This man who is presented as kind and loving, a healer who has deep affection for the hurting, a man who welcomes little children and blesses them—he dies? Not only that, but he’s killed? On a cross? After being beaten?

It is shocking.

Why, really, did Jesus have to die? Couldn’t he have fixed things without dying? He healed people with words and touch, so couldn’t he just fix the planet by speaking to it? Couldn’t Jesus fix broken leaders and systems by touching them? Why is his death the solution to sin?

For those of us who (usually) drive the speed limit, pay our taxes, vote, volunteer, and generally try to live on the right side of the law, the idea that someone would need to die for us—that someone else would need to die because we have messed up so badly—seems extreme. Surely if we all agree to try harder to be good, then Jesus doesn’t need to die. I mean, we aren’t really that bad, are we?

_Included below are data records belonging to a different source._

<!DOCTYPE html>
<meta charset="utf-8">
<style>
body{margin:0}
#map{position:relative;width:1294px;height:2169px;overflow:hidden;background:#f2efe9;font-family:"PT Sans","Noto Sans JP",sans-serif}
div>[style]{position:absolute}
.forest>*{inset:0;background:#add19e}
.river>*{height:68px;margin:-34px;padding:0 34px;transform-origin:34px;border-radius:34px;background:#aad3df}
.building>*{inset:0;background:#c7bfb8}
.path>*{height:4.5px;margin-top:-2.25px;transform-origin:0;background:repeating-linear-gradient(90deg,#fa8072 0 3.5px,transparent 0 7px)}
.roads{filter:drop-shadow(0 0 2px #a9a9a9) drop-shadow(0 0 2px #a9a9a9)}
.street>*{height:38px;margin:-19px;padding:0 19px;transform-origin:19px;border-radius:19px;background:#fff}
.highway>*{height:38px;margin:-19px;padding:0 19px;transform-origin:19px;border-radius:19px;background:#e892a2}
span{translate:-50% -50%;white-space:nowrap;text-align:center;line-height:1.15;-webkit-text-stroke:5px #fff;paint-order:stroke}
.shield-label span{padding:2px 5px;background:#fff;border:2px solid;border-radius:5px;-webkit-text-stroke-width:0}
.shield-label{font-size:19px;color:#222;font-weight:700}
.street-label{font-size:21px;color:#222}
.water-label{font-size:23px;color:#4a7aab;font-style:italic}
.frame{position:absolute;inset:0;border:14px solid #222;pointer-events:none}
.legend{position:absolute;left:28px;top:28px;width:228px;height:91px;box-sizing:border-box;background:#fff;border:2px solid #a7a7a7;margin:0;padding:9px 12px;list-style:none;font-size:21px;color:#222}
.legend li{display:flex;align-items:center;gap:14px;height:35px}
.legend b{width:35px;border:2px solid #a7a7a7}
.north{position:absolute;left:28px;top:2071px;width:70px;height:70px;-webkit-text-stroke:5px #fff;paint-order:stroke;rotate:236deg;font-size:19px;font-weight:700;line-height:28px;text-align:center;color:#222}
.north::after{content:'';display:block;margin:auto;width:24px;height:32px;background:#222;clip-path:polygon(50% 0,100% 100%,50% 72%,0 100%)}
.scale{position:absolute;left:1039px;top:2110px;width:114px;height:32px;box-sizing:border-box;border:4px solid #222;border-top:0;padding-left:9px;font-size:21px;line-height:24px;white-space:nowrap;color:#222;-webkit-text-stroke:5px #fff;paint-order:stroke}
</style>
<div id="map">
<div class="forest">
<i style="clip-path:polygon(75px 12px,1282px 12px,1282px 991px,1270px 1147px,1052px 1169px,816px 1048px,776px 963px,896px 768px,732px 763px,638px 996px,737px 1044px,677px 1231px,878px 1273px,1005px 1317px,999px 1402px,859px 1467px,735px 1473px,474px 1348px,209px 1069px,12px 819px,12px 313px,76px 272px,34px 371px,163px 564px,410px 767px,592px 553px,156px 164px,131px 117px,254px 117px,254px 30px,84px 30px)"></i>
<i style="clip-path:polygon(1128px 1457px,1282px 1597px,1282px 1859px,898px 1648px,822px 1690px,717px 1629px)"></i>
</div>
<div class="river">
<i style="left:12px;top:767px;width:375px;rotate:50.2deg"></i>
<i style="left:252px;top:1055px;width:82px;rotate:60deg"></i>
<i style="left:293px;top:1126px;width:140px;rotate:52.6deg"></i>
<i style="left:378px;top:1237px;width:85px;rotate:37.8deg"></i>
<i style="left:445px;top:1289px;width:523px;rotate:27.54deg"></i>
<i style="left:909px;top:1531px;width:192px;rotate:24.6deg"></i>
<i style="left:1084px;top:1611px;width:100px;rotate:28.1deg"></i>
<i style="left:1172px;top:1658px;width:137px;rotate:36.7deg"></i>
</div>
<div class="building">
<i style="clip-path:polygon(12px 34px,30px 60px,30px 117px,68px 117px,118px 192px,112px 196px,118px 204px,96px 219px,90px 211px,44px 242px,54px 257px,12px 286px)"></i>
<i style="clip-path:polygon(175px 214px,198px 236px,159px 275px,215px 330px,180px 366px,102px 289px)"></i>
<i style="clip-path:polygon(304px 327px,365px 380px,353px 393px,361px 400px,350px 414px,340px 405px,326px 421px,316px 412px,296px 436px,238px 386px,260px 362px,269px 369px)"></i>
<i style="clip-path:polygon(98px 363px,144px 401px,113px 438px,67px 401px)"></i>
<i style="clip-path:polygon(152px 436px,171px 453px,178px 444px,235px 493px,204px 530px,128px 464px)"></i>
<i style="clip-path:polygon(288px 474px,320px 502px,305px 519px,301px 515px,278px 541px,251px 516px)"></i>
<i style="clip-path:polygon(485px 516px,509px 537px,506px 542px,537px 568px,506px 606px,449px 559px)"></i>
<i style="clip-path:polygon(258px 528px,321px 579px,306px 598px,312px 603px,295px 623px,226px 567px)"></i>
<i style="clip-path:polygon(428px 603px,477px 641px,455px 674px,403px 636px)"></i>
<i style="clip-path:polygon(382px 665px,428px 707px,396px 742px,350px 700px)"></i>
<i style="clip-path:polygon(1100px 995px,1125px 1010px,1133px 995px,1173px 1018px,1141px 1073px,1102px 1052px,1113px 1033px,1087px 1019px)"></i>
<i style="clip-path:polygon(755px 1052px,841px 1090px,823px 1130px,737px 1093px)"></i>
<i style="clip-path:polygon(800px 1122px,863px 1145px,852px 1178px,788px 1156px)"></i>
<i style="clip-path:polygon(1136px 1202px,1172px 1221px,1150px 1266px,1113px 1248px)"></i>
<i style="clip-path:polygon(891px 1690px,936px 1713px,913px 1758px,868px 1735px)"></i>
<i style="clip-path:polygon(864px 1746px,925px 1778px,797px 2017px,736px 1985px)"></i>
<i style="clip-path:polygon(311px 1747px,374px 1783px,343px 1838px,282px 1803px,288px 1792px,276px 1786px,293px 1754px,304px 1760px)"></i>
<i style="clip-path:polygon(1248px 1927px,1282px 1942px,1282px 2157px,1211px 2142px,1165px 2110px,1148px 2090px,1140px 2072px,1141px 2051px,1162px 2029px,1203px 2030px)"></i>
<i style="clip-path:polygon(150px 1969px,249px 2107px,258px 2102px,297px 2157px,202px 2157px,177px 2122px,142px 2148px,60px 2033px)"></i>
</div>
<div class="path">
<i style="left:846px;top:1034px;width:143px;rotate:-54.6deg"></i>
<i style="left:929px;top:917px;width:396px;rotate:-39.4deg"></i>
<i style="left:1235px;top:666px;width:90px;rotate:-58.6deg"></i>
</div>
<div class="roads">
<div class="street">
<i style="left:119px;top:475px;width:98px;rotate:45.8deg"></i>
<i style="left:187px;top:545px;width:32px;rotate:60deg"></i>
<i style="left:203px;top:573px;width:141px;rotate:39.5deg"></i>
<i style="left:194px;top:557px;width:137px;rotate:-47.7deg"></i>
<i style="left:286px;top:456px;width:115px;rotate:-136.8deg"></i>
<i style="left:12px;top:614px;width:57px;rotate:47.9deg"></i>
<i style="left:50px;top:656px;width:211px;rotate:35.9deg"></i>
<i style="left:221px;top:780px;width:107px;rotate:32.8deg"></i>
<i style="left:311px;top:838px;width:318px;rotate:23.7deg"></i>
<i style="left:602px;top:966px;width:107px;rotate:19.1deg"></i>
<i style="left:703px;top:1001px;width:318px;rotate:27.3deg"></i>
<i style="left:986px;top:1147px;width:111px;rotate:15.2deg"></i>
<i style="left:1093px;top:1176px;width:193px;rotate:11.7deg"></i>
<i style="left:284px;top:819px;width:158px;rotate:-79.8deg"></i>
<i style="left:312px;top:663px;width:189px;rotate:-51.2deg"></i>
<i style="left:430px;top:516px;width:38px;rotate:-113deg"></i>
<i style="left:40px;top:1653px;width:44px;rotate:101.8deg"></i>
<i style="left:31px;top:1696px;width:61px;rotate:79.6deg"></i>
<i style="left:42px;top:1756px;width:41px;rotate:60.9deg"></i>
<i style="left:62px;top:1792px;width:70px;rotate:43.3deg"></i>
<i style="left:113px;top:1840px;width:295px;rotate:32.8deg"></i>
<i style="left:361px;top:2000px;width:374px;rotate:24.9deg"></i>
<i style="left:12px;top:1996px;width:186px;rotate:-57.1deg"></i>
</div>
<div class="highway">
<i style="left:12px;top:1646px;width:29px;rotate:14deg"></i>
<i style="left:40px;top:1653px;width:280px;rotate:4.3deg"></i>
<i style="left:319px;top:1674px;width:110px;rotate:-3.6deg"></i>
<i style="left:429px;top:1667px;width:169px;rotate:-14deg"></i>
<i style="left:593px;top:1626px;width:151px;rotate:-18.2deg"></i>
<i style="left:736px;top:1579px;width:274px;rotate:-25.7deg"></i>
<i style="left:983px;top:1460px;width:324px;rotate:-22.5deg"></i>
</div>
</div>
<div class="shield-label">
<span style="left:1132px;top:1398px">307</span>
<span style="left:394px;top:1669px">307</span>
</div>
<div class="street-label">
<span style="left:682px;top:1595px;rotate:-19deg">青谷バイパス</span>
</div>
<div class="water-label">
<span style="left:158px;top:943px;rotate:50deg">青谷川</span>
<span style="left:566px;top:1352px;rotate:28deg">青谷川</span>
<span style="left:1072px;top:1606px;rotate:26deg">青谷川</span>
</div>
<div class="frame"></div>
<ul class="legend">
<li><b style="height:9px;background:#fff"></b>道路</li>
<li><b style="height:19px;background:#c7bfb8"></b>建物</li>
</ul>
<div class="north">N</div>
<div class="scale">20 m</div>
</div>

The apostle Paul disagrees: “All have sinned and fall short of the glory of God” (Rom. 3:23). That’s the standard. Not the speed limit. The standard is the glory of God.

If you know the story of Eden, you know that humans were offered a life lived in the presence of God. Our first parents turned down that offer and were ushered out of Eden, its entrance then guarded by cherubim (angels) with flaming swords. To get back to Eden, to get back to the glory of God, would mean going through those swords. It would mean death.

The only way back to Eden was through death.

In God’s mercy, God gave rituals to God’s people that allowed them access to God, but the access still came through death—the sacrifice of animals. Access was not possible without death, and that death often involved swords and flames.

Through generations of sacrifices, God was teaching God’s people that the only way to be made right, the only way to get back into Edenic fellowship with God, was through death. And humans can’t do it for themselves or for each other. A sinful person can’t die for another sinful person. One muddy person can’t clean off another muddy person. The mud just spreads.

Instead, Jesus—the sinless Son of God—becomes sin for us, and when he dies, he goes through the ugliness of death to gain our entry back into the glory of God. As Paul explains it, “God made him [Jesus] who had no sin to be sin for us, so that in him we might become the righteousness of God” (2 Cor. 5:21).

My teacher friend was deeply moved by her student’s shock at Jesus’ death, and she was so glad she could say that Jesus’ death was not the end of his story. Death isn’t the end of our story either. Jesus’ death undoes death. The cherubim can stand down. Eden—and even God’s own self—are accessible once again. Thanks be to God.